▶ [What you need to do]
Using the listing below, please count the lines that contain the string "this". Only the number is wanted.
--------------------
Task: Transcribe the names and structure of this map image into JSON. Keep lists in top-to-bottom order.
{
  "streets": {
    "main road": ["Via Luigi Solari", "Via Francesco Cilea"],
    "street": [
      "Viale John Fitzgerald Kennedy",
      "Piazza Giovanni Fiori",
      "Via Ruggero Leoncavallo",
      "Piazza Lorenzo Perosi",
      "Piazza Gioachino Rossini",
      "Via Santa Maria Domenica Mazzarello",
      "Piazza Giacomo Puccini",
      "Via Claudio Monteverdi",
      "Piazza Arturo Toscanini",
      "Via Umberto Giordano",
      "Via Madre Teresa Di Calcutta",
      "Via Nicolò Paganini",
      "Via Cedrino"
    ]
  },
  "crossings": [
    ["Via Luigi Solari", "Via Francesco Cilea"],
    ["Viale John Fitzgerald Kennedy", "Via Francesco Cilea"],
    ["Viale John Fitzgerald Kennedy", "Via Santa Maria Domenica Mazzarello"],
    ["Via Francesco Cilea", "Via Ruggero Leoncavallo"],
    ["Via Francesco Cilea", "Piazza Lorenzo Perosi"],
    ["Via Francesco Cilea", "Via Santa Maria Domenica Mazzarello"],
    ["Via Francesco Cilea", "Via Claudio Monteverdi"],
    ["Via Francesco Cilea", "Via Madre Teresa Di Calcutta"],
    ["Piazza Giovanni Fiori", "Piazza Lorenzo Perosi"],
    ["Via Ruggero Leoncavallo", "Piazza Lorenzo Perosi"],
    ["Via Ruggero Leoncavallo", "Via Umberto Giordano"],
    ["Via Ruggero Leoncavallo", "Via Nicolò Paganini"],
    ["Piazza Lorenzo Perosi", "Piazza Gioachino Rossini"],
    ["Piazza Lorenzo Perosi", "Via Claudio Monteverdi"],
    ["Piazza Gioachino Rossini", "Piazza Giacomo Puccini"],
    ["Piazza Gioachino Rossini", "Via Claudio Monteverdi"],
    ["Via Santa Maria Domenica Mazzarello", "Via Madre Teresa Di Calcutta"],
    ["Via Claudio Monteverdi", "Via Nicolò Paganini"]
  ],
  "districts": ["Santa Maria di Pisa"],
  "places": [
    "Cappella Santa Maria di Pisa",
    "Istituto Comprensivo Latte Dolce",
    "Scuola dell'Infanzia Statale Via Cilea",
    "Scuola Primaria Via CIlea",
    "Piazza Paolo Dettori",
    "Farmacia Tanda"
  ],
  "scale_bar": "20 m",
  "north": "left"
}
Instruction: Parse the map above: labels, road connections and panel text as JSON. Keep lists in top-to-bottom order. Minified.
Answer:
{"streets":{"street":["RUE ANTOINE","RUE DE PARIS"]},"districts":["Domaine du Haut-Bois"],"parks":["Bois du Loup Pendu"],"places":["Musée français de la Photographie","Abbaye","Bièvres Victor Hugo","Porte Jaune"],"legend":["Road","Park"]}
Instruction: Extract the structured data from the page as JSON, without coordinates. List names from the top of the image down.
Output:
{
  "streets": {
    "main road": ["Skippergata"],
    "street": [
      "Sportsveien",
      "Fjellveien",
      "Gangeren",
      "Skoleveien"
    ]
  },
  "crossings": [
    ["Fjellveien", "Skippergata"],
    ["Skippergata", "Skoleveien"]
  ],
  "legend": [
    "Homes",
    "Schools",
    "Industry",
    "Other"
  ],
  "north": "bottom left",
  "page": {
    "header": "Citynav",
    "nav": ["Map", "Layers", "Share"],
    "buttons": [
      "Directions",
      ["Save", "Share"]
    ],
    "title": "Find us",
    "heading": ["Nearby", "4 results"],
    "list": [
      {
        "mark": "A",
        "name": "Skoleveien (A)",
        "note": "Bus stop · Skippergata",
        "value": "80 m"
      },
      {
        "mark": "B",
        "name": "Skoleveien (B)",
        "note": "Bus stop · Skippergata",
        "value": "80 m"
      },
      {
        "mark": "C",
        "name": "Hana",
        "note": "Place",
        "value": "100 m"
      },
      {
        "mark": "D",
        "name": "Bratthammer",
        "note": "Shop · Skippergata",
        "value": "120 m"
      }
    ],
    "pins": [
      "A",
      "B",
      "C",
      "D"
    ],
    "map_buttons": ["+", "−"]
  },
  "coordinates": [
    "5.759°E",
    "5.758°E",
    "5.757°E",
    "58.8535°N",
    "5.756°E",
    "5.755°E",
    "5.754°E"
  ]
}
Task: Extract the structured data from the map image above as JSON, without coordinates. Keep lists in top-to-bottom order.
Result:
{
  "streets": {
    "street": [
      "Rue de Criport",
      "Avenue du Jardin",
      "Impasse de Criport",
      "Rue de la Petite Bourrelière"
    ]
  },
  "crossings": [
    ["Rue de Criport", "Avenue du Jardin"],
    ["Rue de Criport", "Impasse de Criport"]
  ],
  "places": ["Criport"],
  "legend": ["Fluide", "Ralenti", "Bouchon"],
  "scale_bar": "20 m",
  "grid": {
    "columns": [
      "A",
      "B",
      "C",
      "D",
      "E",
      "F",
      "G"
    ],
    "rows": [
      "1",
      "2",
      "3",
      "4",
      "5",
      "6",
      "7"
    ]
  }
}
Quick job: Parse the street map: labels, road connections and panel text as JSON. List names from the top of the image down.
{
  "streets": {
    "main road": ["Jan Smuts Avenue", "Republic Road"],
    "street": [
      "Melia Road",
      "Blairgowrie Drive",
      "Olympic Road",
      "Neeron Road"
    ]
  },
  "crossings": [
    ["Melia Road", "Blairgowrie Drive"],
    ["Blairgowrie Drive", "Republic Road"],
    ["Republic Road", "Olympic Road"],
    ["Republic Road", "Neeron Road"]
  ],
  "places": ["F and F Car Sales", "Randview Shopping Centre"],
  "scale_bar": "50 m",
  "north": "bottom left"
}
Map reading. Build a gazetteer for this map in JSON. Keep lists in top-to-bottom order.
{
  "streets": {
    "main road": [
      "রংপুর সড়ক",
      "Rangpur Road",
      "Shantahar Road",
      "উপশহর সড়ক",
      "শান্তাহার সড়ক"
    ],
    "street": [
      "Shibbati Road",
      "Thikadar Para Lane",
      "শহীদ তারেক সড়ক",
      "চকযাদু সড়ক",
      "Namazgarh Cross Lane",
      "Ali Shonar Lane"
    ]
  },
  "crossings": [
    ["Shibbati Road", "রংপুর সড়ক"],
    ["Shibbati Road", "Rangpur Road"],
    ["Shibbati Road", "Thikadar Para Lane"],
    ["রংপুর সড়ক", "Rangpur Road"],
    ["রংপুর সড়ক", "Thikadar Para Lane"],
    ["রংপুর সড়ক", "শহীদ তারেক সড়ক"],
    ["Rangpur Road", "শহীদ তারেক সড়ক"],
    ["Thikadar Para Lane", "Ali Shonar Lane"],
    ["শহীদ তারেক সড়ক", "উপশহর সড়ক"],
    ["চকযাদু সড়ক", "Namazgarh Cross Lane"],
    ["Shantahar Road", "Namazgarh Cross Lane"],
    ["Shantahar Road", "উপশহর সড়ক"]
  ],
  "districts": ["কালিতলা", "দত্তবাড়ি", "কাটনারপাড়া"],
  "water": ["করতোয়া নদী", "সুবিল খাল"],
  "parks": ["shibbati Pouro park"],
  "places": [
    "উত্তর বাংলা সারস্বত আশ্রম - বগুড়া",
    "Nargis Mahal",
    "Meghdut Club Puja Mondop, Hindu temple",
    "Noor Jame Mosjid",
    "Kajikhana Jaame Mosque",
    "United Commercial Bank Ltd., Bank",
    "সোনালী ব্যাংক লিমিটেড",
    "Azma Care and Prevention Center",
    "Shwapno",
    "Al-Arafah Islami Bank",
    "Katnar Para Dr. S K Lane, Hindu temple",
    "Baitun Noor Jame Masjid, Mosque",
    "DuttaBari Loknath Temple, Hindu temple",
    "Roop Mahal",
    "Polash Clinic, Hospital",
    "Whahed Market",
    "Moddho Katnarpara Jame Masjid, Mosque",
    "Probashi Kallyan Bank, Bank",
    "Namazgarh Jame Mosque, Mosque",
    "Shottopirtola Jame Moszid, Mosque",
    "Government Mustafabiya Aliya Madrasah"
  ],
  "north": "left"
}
--------------------
▶ [Written solution]
2